Nach § 60 Abs. 9 S. 1 GeschO dürfen sich Anträge ehrenamtlicher Stadtratsmitglieder nur auf Gegenstände beziehen, für deren Erledigung der Stadtrat zuständig ist. Für die Entscheidung über die Einführung des Wahlpflichtfaches oder Wahlfaches „Deutsche Gebärdensprache“ an öffentlichen Schulen wäre aber das Bayerische Staatsministerium für Bildung und Kultus, Wissenschaft und Kunst zuständig.
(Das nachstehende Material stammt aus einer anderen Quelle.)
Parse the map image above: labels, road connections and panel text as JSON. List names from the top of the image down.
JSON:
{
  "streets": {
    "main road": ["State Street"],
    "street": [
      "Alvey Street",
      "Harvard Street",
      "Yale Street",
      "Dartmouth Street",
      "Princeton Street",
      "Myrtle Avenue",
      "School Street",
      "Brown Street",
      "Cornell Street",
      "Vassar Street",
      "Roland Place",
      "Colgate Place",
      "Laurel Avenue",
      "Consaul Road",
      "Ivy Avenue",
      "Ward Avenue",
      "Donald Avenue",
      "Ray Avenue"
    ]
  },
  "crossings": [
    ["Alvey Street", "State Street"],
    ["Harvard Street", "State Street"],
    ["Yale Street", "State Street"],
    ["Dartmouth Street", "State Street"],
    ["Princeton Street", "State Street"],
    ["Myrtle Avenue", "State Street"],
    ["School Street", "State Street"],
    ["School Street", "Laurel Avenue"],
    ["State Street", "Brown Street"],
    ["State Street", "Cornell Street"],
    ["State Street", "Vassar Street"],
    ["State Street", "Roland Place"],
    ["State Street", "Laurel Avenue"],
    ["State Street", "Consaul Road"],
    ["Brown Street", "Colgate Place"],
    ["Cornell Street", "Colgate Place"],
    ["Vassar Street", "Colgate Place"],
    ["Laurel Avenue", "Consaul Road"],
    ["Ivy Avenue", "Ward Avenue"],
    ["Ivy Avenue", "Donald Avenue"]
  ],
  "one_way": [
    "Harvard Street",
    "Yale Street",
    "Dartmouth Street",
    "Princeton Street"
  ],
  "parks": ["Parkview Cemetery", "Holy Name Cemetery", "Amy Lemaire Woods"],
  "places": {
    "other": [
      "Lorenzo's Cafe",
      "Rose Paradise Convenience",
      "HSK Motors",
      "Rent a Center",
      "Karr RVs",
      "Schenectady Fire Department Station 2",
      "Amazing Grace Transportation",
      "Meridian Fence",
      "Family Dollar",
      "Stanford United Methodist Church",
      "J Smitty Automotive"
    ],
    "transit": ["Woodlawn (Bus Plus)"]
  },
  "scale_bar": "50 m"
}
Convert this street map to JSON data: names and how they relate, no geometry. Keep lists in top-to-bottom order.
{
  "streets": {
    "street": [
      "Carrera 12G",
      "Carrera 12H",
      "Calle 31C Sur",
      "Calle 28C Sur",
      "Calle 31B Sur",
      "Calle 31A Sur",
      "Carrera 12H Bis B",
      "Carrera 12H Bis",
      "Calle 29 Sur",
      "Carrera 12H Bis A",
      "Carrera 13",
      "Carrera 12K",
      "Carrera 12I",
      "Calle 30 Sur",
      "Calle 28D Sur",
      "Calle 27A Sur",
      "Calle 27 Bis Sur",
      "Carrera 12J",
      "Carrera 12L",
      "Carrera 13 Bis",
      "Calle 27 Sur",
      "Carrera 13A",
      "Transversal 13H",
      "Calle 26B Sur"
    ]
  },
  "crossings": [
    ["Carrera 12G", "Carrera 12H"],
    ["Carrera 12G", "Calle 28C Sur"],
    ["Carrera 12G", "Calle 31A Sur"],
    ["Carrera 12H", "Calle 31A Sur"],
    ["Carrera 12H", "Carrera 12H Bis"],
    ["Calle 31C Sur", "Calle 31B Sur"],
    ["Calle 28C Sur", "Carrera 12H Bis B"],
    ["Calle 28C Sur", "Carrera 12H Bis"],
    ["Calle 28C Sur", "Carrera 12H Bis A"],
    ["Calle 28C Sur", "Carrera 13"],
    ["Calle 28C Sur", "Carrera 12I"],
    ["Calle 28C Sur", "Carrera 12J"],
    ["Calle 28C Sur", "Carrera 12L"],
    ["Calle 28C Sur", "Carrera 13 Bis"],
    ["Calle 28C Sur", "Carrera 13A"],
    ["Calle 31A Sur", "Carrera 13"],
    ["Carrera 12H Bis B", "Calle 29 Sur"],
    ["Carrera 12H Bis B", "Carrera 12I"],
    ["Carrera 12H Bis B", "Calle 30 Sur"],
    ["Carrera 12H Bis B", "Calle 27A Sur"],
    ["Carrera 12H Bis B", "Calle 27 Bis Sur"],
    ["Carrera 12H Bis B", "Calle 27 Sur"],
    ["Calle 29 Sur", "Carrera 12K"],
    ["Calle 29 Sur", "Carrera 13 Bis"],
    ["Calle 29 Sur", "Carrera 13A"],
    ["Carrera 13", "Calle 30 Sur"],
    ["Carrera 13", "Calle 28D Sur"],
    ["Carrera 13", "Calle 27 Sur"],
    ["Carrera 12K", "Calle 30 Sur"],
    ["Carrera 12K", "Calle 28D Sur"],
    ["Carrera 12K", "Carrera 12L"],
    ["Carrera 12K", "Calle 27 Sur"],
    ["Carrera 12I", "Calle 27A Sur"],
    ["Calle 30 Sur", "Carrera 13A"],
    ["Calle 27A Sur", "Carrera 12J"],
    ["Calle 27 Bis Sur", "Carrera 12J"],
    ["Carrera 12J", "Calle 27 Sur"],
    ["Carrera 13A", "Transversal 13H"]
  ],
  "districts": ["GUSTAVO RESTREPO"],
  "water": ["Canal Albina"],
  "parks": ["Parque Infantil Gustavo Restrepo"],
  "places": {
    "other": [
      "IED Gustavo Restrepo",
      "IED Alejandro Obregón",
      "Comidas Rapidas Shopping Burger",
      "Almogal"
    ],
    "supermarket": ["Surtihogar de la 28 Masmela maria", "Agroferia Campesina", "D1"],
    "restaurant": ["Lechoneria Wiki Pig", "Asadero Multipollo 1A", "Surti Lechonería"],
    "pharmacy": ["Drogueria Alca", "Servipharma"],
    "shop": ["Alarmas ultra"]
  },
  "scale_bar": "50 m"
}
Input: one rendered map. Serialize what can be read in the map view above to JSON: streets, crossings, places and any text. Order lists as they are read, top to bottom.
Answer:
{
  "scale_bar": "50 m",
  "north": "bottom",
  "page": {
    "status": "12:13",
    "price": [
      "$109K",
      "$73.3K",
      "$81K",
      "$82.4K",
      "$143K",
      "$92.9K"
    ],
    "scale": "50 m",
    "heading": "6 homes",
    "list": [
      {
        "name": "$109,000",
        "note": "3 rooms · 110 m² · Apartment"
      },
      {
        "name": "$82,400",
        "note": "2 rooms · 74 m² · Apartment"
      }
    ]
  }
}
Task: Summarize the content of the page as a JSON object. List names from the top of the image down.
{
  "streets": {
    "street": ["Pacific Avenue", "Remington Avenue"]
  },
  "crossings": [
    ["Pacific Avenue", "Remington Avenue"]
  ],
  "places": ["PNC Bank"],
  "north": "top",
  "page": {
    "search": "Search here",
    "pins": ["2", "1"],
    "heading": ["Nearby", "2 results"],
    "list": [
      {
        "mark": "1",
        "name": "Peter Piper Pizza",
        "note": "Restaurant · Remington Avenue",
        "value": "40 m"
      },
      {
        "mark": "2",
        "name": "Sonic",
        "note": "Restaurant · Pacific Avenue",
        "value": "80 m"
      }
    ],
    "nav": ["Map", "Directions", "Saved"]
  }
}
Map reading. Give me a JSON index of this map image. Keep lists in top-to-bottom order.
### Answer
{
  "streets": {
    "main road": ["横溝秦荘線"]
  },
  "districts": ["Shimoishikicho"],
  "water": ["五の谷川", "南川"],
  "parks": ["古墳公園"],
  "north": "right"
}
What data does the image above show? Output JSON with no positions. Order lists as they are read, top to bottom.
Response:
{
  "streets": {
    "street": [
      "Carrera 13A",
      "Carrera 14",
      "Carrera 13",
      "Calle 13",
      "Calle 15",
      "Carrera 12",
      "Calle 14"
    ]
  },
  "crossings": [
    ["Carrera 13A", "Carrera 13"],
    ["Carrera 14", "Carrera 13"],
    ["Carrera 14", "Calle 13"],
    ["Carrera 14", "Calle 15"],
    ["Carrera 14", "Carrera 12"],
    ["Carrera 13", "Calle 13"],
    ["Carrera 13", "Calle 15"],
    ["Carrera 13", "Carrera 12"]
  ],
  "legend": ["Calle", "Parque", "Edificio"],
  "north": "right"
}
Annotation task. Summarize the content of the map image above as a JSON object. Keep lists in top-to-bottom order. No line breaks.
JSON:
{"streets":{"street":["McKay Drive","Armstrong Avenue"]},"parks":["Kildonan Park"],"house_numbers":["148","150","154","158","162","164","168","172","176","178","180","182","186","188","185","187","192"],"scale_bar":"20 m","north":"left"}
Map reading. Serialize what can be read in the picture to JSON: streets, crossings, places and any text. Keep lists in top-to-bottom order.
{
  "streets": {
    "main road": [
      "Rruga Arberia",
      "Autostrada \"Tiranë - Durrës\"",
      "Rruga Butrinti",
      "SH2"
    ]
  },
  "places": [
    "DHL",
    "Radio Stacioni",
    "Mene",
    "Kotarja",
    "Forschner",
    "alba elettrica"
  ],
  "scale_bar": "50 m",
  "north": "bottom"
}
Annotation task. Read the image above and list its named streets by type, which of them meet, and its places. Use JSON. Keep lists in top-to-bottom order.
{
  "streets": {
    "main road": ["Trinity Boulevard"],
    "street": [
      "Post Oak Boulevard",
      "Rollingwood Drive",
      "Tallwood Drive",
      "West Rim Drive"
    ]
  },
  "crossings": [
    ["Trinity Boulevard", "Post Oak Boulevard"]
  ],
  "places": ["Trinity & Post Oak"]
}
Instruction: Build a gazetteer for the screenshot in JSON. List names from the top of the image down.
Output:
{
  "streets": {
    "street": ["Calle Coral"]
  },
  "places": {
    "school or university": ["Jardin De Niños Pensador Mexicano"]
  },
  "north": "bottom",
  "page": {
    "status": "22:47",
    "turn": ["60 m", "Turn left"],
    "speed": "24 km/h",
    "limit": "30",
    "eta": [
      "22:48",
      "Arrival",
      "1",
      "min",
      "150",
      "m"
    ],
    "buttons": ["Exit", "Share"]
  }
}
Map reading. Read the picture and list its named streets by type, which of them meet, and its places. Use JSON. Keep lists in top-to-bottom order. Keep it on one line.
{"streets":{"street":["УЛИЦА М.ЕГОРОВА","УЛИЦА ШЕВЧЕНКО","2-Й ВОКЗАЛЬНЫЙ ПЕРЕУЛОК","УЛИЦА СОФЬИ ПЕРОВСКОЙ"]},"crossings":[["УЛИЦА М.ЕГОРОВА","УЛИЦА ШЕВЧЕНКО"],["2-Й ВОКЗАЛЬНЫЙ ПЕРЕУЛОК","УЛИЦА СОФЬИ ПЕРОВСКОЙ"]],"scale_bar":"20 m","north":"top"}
Daher erfolgt die Beantwortung des Antrages auf diesem Weg.
Sie haben in Ihrem Antrag angeregt, die Deutsche Gebärdensprache als Wahlpflichtfach an den städtischen Schulen in München einzuführen. Die städtischen Schulen unterliegen der Gesetzgebung durch das Bayerische Gesetz über das Erziehungs- und Unterrichtswesen (BayEUG), was zur Folge hat, dass die Stadt München als Sachaufwands- und Schulträgerin nicht die Befugnisse besitzt, neue Wahlpflichtfächer zu schaffen.
Ihr Einverständnis vorausgesetzt, teile ich Ihnen auf diesem Wege zu Ihrem Antrag Folgendes mit:
Mit der Ratifizierung der UN-Behindertenrechtskonvention (UN-BRK) in der Bundesrepublik ist die aktive Teilhabe von Menschen mit Behinderung an der Gesellschaft in den Fokus gerückt. Der Antrag Nr. 2612 der Fraktion Die Grünen/Rosa Liste zielt auf eine bessere Einbindung von Menschen mit Hörbehinderung ab, indem die Sprachbarriere durch die Vermittlung der Deutschen Gebärdensprache an städtischen Schulen verringert werden soll.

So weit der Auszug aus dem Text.